C’è sempre per ogni cosa un’alta teoria che santifica tutto. Letterati tutt’altro che di poco conto hanno precisato che i delinquenti sono nostri alleati nell’edificazione del comunismo. E’ ciò che troviamo formulato nei manuali di politica correzionale sovietica attraverso il lavoro (esistevano, venivano pubblicati), in dissertazioni e articoli scientifici sulla lagerologia, e in modo ancora più concreto nelle istruzioni sulle quali si formavano i capi dei lager. Tutto questo origina dall’Unica Vera dottrina che spiega tutte le modulazioni della vita umana solo e unicamente con la lotta di classe.
Ecco le argomentazioni. I delinquenti di professione non possono in alcun modo essere equiparati agli elementi capitalisti (ossia ingegneri, studenti, agronomi e monachelle): i secondi sono tenacemente ostili alla dittatura del proletariato, mentre i primi sono solo (!) politicamente instabili. (L’assassino di professione è solo politicamente instabile!) Il Lumpen non è un proprietario e di conseguenza non può andare d’accordo con gli elementi di classi ostili, ma si accorderà con il proletariato (campa cavallo!). Per questo, secondo la terminologia ufficiale del GULag, vengono chiamati “socialmente vicini”. (Dimmi con chi vai…) Per questo nelle istruzioni si ripeteva continuamente: mostrare fiducia verso i criminali recidivi! (SOLŽENICYN 2001: I, 1232-1233).

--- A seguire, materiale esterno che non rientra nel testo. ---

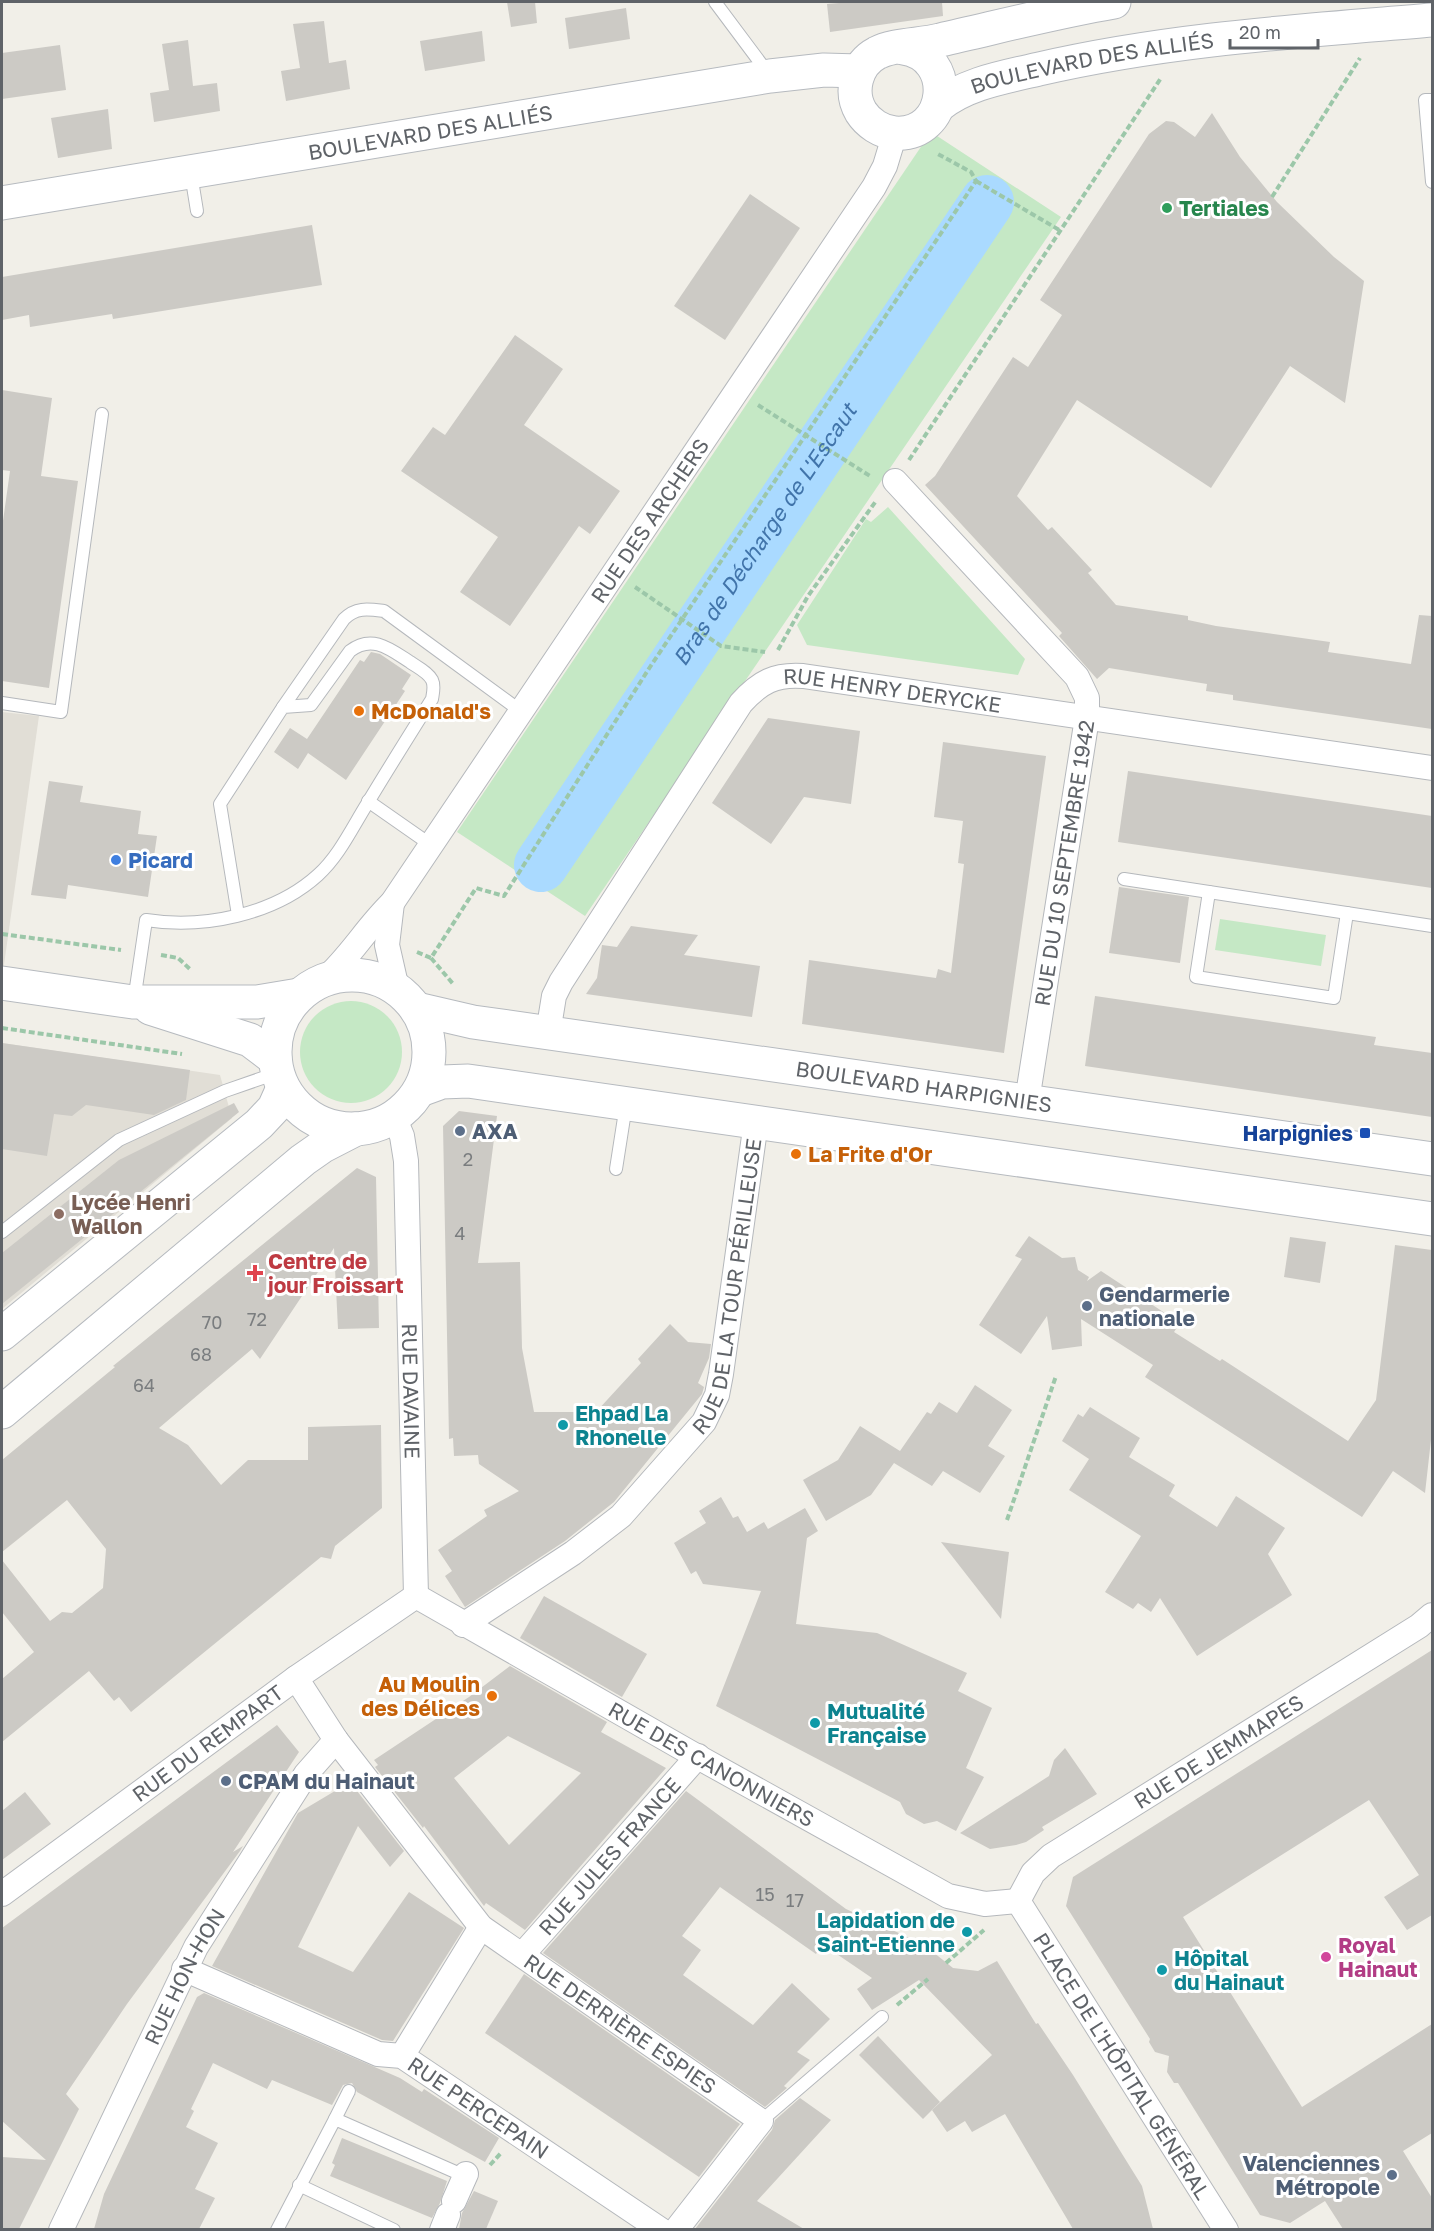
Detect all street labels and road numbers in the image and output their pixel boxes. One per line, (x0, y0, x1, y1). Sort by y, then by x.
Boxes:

Il concetto di popolo è sufficientemente ambiguo, e i criminali di professione, secondo questa lettura, sono percepiti da parte delle autorità sovietiche come alleati naturali nella lotta alla borghesia. Sembrerebbe confermare questa tesi una serie di articoli pubblicati nel 1937 sulle “Izvestija” da Lev Šejnin, capo della sezione investigativa della procura di stato dell’URSS, e in questa qualità attore di primo piano nella preparazione dei grandi processi pubblici che inauguravano le purghe staliniane: mentre le purghe infuriavano, Šejnin raccontava del movimento dei criminali di professione che, sempre più spesso, si presentavano per costituirsi, trovando la loro occupazione abituale priva di senso nella nuova situazione sociale, e chiedevano di partecipare alla costruzione socialista. Questi articoli saranno poi inclusi nelle diverse edizioni dei Taccuini di un investigatore, l’inizio della carriera letteraria di Šejnin e una pietra miliare nella storia del poliziesco sovietico (vedi ŠEJNIN 2003: 102-119).

Non è un caso, però, che questi articoli arrivino nel 1937, un anno dopo l’annuncio da parte di Stalin che il socialismo era stato raggiunto, mentre gran parte dei racconti dei Taccuinisono ambientati in epoca precedente, soprattutto negli anni della NEP: la solidarietà di classe poteva esistere solo finché esisteva una borghesia. L’ambiguità dell’atteggiamento del governo sovietico verso i criminali è ben incarnata dall’esempio di uno dei primi famosi interpreti del folklore di malavita, Leonid Utesov, uno dei pionieri del jazz in Unione Sovietica, che all’inizio degli anni Trenta incise con la sua orchestra versioni fortunate di diversi dei classici del genere. (Utesov, tra parentesi, era un artista dal talento multiforme, arrivato al jazz dall’operetta e dal teatro di varietà; nella sua poliedrica attività rientrava anche la lettura scenica di testi letterari, e il suo repertorio, innovativo anche in questo campo, comprendeva tra l’altro i racconti di Isaak Babel’, il codificatore, se non l’inventore, del mito della mala di Odessa). Nella requisitoria di Solženicyn, Utesov non è altro che un interprete della posizione del regime: “Leonid Utësov ululò con voce nasale dal palconscenico – e gli fece eco entusiasta il pubblico” (SOLŽENICYN 2001: I 1223); ma vanno ricordate le reazioni della stampa quando il cantante interpretò per la prima volta questo repertorio dal palcoscenico, in uno spettacolo del Teatro della Satira di Leningrado:

Va notata in particolare l’esecuzione da parte di Utesov di Dalla galera di Odessa. Questa canzone può essere definita una sorta di manifesto del romanticismo teppista e criminale. È dunque tanto più da apprezzare la sua interpretazione ironica, ricca di talento, che compromette questo “lamento dell’anima del bandito” (citato in KRAVČINSKIJ 2015: 136).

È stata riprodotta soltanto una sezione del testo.